### TASK BRIEF
Within the entries below, the lines from the one with "Read the image" through the one with "Instruction: Build a" are to be set down exactly, both ends kept.

### SOURCE RECORDS

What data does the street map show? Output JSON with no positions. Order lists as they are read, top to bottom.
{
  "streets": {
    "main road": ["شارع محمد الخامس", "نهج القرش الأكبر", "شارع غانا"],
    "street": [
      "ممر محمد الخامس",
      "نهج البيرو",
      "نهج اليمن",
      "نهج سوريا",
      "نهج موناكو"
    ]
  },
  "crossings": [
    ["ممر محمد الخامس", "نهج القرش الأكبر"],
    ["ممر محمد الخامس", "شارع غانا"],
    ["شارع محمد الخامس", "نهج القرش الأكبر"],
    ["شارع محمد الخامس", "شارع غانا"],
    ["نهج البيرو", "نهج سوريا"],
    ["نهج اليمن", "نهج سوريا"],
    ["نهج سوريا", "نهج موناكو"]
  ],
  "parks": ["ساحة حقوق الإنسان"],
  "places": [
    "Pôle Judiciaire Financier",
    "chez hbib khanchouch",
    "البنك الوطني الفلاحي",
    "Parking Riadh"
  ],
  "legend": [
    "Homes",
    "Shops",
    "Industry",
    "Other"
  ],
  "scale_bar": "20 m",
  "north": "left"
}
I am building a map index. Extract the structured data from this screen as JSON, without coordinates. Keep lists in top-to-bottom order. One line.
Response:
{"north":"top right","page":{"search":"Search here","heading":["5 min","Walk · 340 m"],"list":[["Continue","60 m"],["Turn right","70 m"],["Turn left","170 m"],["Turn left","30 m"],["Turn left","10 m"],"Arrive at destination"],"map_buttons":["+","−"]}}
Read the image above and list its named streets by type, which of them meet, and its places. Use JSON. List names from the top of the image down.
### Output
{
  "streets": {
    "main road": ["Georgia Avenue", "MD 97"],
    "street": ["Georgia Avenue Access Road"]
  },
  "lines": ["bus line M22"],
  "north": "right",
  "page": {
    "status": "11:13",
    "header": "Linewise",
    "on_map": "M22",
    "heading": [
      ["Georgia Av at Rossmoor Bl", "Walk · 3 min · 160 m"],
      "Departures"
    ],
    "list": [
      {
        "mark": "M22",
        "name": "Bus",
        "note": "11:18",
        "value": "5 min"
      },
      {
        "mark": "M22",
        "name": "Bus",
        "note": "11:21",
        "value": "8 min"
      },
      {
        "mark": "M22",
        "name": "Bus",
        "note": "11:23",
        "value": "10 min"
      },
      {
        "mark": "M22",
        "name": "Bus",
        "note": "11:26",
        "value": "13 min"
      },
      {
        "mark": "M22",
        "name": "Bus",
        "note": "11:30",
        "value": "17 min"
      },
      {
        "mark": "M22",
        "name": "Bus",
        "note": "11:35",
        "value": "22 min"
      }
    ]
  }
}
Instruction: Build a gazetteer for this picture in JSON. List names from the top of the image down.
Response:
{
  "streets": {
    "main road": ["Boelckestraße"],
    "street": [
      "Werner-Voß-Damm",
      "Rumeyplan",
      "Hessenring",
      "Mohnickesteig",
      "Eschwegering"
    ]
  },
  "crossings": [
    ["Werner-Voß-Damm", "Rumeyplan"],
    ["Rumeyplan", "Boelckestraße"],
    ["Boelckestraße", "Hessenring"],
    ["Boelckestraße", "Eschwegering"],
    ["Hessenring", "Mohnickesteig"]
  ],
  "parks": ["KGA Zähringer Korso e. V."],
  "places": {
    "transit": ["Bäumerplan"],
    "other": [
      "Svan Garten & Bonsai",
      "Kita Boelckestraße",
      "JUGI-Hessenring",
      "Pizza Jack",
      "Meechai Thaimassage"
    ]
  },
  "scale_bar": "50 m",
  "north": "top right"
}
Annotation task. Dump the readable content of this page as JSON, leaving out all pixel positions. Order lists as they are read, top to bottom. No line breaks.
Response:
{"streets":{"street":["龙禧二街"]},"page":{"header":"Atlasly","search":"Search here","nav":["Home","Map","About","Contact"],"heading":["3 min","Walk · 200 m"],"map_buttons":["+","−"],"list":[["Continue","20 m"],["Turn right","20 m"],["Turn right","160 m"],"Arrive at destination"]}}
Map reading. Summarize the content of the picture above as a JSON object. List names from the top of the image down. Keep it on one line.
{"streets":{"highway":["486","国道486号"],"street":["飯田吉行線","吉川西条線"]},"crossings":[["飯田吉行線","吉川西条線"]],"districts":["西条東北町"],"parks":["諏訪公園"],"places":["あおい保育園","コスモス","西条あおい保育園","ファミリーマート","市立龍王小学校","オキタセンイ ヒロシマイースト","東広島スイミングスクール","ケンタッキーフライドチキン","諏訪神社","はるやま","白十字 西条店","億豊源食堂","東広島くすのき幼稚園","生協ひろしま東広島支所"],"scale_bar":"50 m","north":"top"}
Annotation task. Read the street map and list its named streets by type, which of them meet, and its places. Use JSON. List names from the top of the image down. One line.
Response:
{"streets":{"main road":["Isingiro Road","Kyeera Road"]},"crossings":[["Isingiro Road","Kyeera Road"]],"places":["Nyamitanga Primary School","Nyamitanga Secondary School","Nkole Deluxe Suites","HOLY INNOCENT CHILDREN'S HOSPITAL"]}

### EXERCISE RESULT
Read the image above and list its named streets by type, which of them meet, and its places. Use JSON. List names from the top of the image down.
### Output
{
  "streets": {
    "main road": ["Georgia Avenue", "MD 97"],
    "street": ["Georgia Avenue Access Road"]
  },
  "lines": ["bus line M22"],
  "north": "right",
  "page": {
    "status": "11:13",
    "header": "Linewise",
    "on_map": "M22",
    "heading": [
      ["Georgia Av at Rossmoor Bl", "Walk · 3 min · 160 m"],
      "Departures"
    ],
    "list": [
      {
        "mark": "M22",
        "name": "Bus",
        "note": "11:18",
        "value": "5 min"
      },
      {
        "mark": "M22",
        "name": "Bus",
        "note": "11:21",
        "value": "8 min"
      },
      {
        "mark": "M22",
        "name": "Bus",
        "note": "11:23",
        "value": "10 min"
      },
      {
        "mark": "M22",
        "name": "Bus",
        "note": "11:26",
        "value": "13 min"
      },
      {
        "mark": "M22",
        "name": "Bus",
        "note": "11:30",
        "value": "17 min"
      },
      {
        "mark": "M22",
        "name": "Bus",
        "note": "11:35",
        "value": "22 min"
      }
    ]
  }
}
Instruction: Build a gazetteer for this picture in JSON. List names from the top of the image down.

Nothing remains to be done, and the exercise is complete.